[[ Provided records open ]]
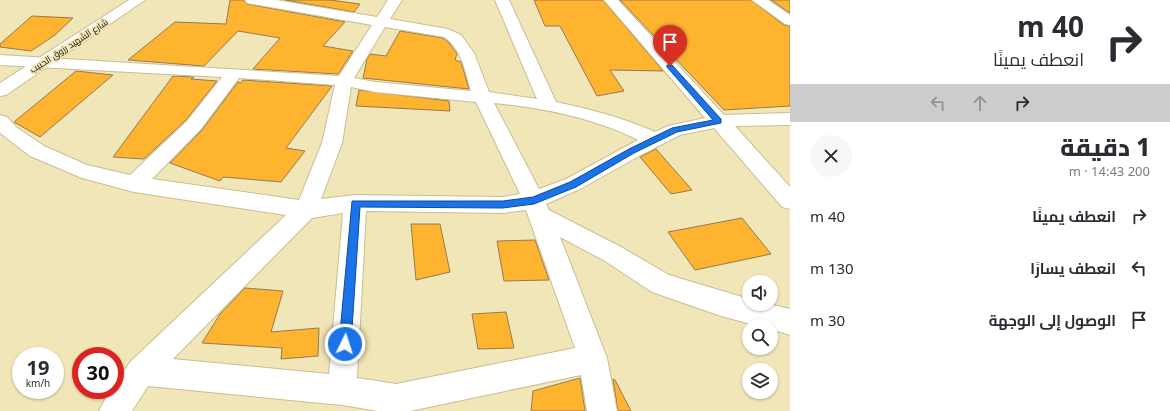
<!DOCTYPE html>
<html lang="ar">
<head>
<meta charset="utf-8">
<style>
	body { margin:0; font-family:"Noto Sans",Cairo,sans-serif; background:#f7f7f7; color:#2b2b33; direction:rtl; height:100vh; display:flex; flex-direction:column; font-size:15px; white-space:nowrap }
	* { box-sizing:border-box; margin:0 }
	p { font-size:13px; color:#7c7c81 }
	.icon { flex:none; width:22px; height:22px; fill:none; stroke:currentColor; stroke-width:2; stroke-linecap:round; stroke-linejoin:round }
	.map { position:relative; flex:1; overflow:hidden; direction:ltr }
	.panel { display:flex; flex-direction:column; background:#fff; width:380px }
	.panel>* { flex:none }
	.banner { background:#fff; color:#2b2b33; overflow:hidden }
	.buttons { position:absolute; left:742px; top:275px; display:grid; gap:8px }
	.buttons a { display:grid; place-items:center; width:36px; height:36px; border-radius:50%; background:#fff; box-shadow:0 1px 3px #0004; font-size:20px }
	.speed { position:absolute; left:12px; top:347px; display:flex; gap:8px; font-size:20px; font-weight:700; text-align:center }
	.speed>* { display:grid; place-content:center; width:52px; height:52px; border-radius:50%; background:#fff; box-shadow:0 1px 3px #0004; line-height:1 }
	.speed small { font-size:10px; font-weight:400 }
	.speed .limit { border:6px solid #d22; background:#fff; color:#111 }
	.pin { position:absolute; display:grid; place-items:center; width:34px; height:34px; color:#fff; margin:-41px -17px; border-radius:50% 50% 50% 0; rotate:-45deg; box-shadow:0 0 4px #0007 }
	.pin .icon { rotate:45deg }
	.me { position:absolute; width:44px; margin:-22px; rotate:4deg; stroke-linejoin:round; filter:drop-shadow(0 0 3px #0008) }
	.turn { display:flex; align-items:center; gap:14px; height:84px; padding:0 20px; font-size:18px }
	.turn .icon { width:52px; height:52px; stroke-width:2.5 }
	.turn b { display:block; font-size:28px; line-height:34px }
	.lanes { display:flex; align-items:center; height:38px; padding:0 20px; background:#0003; justify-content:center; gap:20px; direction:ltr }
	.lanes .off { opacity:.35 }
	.round { display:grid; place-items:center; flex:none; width:42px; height:42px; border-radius:21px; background:#f7f7f7 }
	.headline { display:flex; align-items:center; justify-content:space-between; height:68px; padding:0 20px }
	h1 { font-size:24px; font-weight:800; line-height:30px }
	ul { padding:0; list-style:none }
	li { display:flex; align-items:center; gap:12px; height:52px; padding:0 20px }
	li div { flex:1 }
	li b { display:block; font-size:15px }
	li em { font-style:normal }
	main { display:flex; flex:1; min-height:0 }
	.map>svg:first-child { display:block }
</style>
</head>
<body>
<main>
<section class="panel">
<div class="banner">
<div class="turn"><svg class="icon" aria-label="right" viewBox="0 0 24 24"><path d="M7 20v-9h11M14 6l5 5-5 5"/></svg><div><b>40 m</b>انعطف يمينًا</div></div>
<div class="lanes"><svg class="icon off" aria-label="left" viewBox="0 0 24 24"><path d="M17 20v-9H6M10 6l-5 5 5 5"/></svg><svg class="icon off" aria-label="ahead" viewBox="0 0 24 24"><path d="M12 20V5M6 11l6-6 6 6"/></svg><svg class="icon" aria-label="right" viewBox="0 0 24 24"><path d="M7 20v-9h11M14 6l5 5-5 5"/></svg></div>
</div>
<div class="headline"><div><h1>1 دقيقة</h1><p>200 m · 14:43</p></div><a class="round"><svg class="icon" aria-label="close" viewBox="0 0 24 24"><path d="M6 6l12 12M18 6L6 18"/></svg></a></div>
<ul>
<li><svg class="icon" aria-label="right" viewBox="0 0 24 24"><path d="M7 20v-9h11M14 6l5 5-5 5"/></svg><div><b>انعطف يمينًا</b></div><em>40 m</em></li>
<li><svg class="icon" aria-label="left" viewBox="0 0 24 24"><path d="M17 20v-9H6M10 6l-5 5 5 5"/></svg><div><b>انعطف يسارًا</b></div><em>130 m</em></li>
<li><svg class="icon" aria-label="arrive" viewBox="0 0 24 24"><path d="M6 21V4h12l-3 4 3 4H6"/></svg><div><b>الوصول إلى الوجهة</b></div><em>30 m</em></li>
</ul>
</section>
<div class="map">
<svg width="790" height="411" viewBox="0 0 790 411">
	<rect width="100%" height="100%" fill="#f1e6b8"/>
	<path fill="#feb42f" stroke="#947a55" d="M 230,0 L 244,0 L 247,4 L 345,22 L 323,46 L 353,51 L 338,74 L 253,69 L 280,38 L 238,31 L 204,66 L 128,60 L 175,22 L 226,24 Z
		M 285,0 L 330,0 L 360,4 L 354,12 Z
		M 534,0 L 603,0 L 663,71 L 610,70 L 624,91 L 597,96 L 560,26 L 545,26 Z
		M 620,0 L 751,0 L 784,25 L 790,26 L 790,106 L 724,110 Z
		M 771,0 L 790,0 L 790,13 Z
		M 32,16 L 73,18 L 55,35 L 31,51 L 0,47 L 0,44 Z
		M 400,31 L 443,38 L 449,43 L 457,54 L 455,60 L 461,62 L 469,89 L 363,78 L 367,59 L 370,54 L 386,56 Z
		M 76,71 L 113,75 L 40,137 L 14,122 Z
		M 173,76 L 194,77 L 191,79 L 217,81 L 186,120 L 144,159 L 113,157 Z
		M 243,80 L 332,86 L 286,148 L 305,151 L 281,182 L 223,177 L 220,181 L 170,163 L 202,130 L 238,82 L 241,83 Z
		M 359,90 L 449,101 L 450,111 L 356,106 Z
		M 656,149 L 692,190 L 671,194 L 640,157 Z
		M 742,218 L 771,254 L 695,270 L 668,232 Z
		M 411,224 L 440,224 L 450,272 L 416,280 Z
		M 535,240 L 549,280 L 504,281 L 497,241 Z
		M 245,288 L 283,291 L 271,332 L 319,328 L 318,356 L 281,359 L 282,348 L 202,343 L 220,314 Z
		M 506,312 L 514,348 L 478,349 L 472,314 Z
		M 580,378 L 585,411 L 531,411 L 533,391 Z
		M 613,379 L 615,380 L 631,411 L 618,411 Z"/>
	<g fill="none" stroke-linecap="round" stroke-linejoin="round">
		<g stroke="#c9be92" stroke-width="2">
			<path id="minor" d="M 245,0 L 276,0 L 377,17 L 388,0 L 402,0 L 390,19 L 448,29 L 461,35 L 474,53 L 489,92 L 537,99 L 495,0 L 509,0 L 556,102 C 590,109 624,118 655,132 L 668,126 L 705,118 L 604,0 L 618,0 L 724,115 L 790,113 L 790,125 L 735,126 L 790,187 L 790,209 L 782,207 L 714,128 L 680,135 L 639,156 L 580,189 L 546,204 L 549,210 L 621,247 L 669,275 L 749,299 L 749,304 L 768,304 L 790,309 L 790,335 L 771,329 L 771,326 L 758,326 L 721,316 L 652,292 L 605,261 L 560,237 L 607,358 L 617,411 L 587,411 L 581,375 L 410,411 L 378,411 L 342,405 L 148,386 L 132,411 L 99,411 L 110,390 L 115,390 L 115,383 L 131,361 L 286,215 L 134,192 L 82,178 L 30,156 L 0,133 L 0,115 L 7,117 L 16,127 L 44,146 L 87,165 L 130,175 L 187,121 L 222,77 L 0,65 L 0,55 L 339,76 L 372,25 L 252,4 L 247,3 ZM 385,27 L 444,37 C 462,49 465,71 471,91 L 375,82 L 354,78 ZM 239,78 L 335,85 L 322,143 L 299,200 L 152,179 L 201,129 ZM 351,87 L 375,92 L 476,102 L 520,194 L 503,197 L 355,195 L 321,199 L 342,143 ZM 494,103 C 543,108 595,118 638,140 L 566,179 L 539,189 ZM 526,210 L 575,348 L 396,384 L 357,378 L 366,211 L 503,213 ZM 343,213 L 329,374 L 173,359 L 312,218 Z
				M 752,0 L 768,0 L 790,15 L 790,25 L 785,24 Z"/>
		</g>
		<g stroke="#c9be92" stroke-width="2">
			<path id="tertiary" d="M 129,0 L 145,0 L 6,95 L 0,96 L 0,83 Z"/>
		</g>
		<use href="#minor" fill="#fff" fill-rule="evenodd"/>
		<use href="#tertiary" fill="#fff" fill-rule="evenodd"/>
	</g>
	<path fill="#1a73e8" stroke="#114b97" d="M 667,65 L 672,65 L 721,119 L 721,123 L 677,132 L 634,153 L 576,187 L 534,204 L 503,208 L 360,207 L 351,344 L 349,348 L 345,349 L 341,348 L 339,344 L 352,201 L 503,201 L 533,197 L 570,182 L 629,149 L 672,128 L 713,120 L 667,67 Z"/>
	<g text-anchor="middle" stroke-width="3.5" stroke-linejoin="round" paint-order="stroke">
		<g font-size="9" fill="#181404" stroke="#f1e6b8">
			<text transform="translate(69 46) rotate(-33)" y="3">شارع الشهيد رزوق الحبيب</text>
		</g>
	</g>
</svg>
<div class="buttons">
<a><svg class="icon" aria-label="sound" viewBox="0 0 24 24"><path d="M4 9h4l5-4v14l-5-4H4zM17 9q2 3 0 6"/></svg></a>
<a><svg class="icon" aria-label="search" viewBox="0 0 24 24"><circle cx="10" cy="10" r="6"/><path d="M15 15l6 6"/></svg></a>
<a><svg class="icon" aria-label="layers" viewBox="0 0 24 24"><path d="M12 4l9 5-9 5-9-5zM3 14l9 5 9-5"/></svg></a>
</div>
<div class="speed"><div>19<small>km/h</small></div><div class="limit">30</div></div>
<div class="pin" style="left:670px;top:66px;background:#d93025"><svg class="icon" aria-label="arrive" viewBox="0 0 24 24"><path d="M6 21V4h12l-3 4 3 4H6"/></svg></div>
<svg class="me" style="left:345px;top:344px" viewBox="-20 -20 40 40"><circle r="17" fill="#1a73e8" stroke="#fff" stroke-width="3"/><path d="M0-11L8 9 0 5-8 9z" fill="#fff"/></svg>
</div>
</main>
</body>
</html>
[[ Provided records closed ]]
Show the lines of the entries that include the string "panel", copying each in full.

**Answer to the problem:**
	.panel { display:flex; flex-direction:column; background:#fff; width:380px }
	.panel>* { flex:none }
<section class="panel">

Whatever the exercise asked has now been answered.